Galimathias Musicum (Quodlibet) KV 32 - Fuga


----------



## Brahmsian Colors (Sep 16, 2016)

The Mozart Violin Concerto No. 3 in G major, K. 216 (Grumiaux/Davis/London Symphony on Philips lp)


----------



## Art Rock (Nov 28, 2009)

Haydn67 said:


> The Mozart Violin Concerto No. 3 in G major, K. 216


Good reminder.

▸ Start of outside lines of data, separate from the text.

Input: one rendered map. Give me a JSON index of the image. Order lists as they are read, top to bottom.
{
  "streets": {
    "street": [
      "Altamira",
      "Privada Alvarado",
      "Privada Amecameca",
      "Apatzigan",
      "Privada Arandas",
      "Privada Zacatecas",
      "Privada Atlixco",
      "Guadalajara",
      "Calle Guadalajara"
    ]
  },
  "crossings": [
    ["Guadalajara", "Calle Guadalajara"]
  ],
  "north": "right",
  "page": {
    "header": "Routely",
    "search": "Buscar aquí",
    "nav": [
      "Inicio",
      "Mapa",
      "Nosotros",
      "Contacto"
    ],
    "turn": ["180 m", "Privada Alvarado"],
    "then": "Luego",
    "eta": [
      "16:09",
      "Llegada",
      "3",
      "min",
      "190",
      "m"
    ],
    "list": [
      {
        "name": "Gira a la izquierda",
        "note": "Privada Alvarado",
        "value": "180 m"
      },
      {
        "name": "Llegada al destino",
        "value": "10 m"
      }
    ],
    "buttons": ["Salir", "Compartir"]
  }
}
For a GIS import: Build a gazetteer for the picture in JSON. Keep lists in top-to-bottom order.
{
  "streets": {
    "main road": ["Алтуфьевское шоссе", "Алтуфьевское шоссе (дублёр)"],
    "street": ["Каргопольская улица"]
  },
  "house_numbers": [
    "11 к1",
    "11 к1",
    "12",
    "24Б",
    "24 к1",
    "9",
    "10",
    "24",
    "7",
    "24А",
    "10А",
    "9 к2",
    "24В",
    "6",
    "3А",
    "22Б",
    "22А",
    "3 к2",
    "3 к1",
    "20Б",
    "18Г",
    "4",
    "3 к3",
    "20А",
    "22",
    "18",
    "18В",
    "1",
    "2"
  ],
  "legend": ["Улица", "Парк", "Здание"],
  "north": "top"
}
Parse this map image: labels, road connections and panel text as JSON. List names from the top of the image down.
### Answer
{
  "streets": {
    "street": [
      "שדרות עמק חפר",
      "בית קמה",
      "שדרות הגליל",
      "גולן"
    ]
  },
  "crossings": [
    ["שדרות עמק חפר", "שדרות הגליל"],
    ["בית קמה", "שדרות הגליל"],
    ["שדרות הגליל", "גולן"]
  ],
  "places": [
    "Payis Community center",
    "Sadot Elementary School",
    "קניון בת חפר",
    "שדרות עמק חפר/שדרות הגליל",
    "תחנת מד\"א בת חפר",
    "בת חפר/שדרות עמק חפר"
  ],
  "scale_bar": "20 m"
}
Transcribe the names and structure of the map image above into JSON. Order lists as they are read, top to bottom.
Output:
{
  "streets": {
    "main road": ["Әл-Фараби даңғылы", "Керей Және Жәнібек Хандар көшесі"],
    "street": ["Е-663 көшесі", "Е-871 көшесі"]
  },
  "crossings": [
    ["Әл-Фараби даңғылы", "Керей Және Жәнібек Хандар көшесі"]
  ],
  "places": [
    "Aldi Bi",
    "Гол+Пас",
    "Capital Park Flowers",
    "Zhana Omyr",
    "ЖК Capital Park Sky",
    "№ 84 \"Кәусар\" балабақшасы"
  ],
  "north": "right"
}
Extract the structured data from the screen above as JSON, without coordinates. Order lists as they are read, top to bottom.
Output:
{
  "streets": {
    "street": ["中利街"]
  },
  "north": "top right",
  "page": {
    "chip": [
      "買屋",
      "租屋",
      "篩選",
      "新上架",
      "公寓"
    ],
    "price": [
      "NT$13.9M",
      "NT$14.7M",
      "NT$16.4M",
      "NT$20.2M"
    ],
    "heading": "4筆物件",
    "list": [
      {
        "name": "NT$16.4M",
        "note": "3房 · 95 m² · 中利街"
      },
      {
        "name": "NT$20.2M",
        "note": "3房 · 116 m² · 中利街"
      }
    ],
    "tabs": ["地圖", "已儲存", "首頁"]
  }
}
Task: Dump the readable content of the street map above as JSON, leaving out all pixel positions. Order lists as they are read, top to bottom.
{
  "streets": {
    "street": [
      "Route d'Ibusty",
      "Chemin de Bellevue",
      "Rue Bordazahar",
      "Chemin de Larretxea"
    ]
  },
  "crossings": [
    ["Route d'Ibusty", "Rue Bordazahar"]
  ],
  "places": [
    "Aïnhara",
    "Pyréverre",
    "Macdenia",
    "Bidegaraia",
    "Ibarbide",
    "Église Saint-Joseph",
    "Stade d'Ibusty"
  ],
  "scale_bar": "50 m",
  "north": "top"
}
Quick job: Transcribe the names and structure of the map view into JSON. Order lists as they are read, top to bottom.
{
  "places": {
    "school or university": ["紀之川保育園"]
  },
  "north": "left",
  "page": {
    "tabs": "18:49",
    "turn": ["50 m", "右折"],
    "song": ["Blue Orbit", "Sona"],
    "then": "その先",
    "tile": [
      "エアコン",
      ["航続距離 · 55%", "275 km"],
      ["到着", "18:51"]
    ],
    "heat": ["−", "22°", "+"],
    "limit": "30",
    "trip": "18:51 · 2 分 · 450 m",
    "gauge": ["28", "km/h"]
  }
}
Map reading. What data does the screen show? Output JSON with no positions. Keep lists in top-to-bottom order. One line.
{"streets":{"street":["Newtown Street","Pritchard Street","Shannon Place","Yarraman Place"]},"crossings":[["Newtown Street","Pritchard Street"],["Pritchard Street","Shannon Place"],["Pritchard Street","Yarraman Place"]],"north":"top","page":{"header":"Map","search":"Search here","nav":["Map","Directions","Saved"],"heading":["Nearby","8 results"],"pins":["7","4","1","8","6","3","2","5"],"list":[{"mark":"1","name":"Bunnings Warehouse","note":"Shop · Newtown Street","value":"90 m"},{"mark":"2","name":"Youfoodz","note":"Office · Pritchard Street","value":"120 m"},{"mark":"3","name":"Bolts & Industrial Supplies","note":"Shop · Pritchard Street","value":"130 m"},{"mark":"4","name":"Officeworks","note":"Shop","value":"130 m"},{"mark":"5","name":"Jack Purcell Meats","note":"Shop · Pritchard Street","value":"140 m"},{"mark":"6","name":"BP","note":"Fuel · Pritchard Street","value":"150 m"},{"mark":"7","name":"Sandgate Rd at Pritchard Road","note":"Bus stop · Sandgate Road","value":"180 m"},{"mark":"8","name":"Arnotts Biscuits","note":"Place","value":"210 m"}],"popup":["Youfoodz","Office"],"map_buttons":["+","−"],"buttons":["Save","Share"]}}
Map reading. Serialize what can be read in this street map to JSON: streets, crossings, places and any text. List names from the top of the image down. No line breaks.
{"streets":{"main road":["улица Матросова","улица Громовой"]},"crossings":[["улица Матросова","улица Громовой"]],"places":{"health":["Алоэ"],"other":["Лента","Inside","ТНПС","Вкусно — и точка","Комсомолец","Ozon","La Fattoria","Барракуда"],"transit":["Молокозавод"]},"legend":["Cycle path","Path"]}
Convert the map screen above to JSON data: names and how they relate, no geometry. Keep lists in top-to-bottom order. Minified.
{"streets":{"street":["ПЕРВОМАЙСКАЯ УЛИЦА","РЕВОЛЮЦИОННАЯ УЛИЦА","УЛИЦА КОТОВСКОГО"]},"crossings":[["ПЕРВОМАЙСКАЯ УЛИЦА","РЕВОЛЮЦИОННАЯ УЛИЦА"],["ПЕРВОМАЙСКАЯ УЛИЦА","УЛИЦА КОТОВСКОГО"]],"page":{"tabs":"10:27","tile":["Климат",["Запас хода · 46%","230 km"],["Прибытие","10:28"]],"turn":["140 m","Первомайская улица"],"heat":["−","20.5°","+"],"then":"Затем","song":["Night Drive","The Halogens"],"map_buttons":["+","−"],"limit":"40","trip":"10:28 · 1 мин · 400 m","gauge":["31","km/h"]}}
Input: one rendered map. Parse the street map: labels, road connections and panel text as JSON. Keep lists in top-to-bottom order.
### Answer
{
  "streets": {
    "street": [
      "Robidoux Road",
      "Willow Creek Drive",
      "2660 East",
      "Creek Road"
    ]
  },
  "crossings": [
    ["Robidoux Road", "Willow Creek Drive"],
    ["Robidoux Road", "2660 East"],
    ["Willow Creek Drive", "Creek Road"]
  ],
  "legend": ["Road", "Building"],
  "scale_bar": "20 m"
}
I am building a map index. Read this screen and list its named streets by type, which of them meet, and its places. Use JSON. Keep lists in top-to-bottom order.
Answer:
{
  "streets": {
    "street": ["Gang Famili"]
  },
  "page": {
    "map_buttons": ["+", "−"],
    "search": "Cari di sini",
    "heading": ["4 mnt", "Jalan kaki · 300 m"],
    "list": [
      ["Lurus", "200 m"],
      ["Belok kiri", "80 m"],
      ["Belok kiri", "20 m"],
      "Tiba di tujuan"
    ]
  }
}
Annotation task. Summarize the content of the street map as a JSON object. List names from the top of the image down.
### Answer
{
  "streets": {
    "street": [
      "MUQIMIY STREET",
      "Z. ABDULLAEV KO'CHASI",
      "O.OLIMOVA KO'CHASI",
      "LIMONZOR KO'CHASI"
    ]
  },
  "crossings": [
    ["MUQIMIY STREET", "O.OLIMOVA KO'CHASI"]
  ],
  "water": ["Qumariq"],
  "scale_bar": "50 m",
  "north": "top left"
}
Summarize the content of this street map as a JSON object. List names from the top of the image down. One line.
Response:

I do still listen to the CDs with the violin concertos, so my answer should change to K207 (VC 1).


----------



## Guest (Jul 19, 2019)

K 87 - Mitridate, Re di Ponto (Felicity Lott, London Mozart Players)
K 108 - Regina Coeli (Lynda Russell, St Paul's Cathedral Choir)
K 136 - Divertimento in D (Hagen Quartet)
K 165 - Exultate Jubilate (Danielle de Niese, OAE)
K 174 - String Quintet No 1 (Klenke Quartet, Harald Schoneweg (viola))
K 183 - Symphony No 25 (Neville Marriner, ASMIF)
K 191 - Bassoon Concerto (Guilhaume Santana (bassoon), Orchestra Mozart Bologna)
K 201 - Symphony No 29 ((Neville Marriner, ASMIF)

lots from here on


----------



## PlaySalieri (Jun 3, 2012)

K185 sy in g minor
K139 c minor mass
k 87 Mitridate, Re di Ponto
K175 PC 5
K165


----------



## StrE3ss (Feb 20, 2019)

Symphony No. 1 in E♭ major, K. 16


----------



## Rogerx (Apr 27, 2018)

W. A. Mozart - KV 111 - Ascanio in Alba
What a joy.


----------



## PlaySalieri (Jun 3, 2012)

StrE3ss said:


> Symphony No. 1 in E♭ major, K. 16


Really?

Or you just thought you would trump everybody else's early K number.


----------



## Enthusiast (Mar 5, 2016)

StrE3ss said:


> Symphony No. 1 in E♭ major, K. 16


Me too. I quite often listen to it just to marvel at how much that was to become distinctive Mozart was there at the start. I do enjoy it more than the symphonies that immediately followed it.


----------